TOUGH TO STOMACH THIS RECORD

Russell Westbrook’s previous tripe-double high for a season was 18, set last season.

What’s a tripe-double, you ask? The dictionary says tripe is the stomach of a cow, sheep or other ruminant. But maybe, just maybe, that’s supposed to be: triple-double.

+++

SPINNING SHENANIGANS

But it shows that the Bengals are committed to doing whatever it takes to move this team forward instead of spinning their wheels in reverse…

Let’s see … the idiom “spinning your wheels” refers to being stuck while trying to move forward. But it isn’t enough for the NFL’s Bengals to simply spin their wheels — they do so in reverse. Creative use of the idiom, or a misplaced description? You be the judge.

+++

MATH 101

...The Boston Celtics [recorded] a 117-114 home triumph over the Miami Heat … the Celtics needed all 52 points that Isaiah Thomas scored…

I’m no math whiz, but if Isaiah Thomas had scored 50 points, the Celtics still would have won — by one point: 115-114, for the math-challenged among us. So … they didn’t exactly need all 52 of his points.

+++

BONUS: THIS JUST IN

“We didn’t have much success getting pucks past him. That was part of the reason we weren’t able to beat him.”— after a loss, an NHL player speaks about the opposing goaltender

No commentary necessary — simply enjoy the humorous obviousness, tip your cap and move on.

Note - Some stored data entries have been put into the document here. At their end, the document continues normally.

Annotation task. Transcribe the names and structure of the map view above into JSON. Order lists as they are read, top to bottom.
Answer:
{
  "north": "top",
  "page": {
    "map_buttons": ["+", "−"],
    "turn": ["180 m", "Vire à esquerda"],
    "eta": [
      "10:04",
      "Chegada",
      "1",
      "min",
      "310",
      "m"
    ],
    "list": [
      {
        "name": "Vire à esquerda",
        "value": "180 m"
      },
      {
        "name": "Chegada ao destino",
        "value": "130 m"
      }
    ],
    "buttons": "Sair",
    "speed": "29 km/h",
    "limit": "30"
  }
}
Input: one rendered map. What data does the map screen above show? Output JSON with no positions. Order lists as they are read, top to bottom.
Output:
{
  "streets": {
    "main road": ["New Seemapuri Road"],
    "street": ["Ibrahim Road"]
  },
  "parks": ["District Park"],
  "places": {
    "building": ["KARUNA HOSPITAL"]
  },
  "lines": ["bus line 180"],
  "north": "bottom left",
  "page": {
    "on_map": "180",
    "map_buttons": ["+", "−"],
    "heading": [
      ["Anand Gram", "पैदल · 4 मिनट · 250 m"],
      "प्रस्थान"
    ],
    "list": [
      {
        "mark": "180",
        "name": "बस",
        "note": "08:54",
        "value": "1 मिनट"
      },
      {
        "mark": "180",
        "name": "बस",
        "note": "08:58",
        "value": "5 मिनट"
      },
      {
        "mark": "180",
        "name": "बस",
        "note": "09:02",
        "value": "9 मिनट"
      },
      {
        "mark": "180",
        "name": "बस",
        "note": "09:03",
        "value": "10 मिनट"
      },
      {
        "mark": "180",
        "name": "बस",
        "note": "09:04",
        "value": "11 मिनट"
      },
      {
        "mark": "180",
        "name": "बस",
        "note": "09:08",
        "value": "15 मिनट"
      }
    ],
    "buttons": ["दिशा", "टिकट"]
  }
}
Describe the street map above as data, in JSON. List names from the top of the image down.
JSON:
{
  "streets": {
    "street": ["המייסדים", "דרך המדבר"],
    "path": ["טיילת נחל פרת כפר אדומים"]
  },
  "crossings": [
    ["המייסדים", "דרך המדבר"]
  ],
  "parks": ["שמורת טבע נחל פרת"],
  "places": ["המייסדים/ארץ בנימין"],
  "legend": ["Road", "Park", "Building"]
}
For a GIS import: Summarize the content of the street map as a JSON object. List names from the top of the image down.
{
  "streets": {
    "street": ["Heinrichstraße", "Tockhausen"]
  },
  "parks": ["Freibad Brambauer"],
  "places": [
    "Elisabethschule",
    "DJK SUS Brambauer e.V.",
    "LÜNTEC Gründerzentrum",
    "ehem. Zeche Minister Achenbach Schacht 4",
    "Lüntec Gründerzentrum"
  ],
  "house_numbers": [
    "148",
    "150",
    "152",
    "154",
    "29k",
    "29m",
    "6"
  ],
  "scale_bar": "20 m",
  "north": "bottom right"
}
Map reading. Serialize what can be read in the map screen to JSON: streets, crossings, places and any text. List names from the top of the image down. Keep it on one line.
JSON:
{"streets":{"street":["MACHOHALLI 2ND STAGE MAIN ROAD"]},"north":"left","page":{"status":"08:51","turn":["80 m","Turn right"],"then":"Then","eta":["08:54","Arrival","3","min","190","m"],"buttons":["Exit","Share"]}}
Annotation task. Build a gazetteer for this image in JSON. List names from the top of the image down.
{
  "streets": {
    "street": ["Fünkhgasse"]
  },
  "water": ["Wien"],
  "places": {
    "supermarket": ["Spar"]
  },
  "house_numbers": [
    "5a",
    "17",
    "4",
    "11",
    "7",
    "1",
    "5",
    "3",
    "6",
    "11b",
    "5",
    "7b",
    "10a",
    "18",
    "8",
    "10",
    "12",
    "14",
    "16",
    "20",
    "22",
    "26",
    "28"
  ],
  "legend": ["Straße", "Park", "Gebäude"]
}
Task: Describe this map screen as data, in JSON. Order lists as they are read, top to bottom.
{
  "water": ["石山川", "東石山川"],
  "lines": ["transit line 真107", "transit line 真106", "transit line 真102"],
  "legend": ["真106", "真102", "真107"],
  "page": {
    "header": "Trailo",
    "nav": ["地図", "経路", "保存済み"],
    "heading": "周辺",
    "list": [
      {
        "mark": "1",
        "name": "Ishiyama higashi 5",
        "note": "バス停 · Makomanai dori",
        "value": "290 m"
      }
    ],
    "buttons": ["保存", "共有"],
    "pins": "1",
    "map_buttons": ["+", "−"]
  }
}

© Bruce William Deckert 2017

Non Sequiturs + Other Quasi-Funny Stuff #10

02/14/2016

Unintentional humor from the Internet journalism realm — actual excerpts, published to the Web, in bold … though the all-caps headlines are mine:

SUPER BOWL: THIS DOES NOT COMPUTE

The NFL announced … that Super Bowl 50 will be graphically represented using numbers instead of Roman numerals, which the league has been using since Super Bowl V in 1971. … The league started using the word “Super Bowl” for the third game in 1969. Note: This news went public long before this year’s big game.

Let’s note the absurdity of what this excerpt actually says. First, a numeral is, by definition, a number. So the initial sentence above essentially says: …Super Bowl 50 will be graphically represented using numbers instead of Roman numbers.

This is, of course, nonsensical. Adding one word, however, would make the sentence work. Which word would you add? I’m going with Arabic, to wit: …Super Bowl 50 will be graphically represented using Arabic numbers instead of Roman numerals.

How about the second sentence? Specifically, this reference: …the word “Super Bowl.” Correct me if I’m wrong, but the name “Super Bowl” contains two words.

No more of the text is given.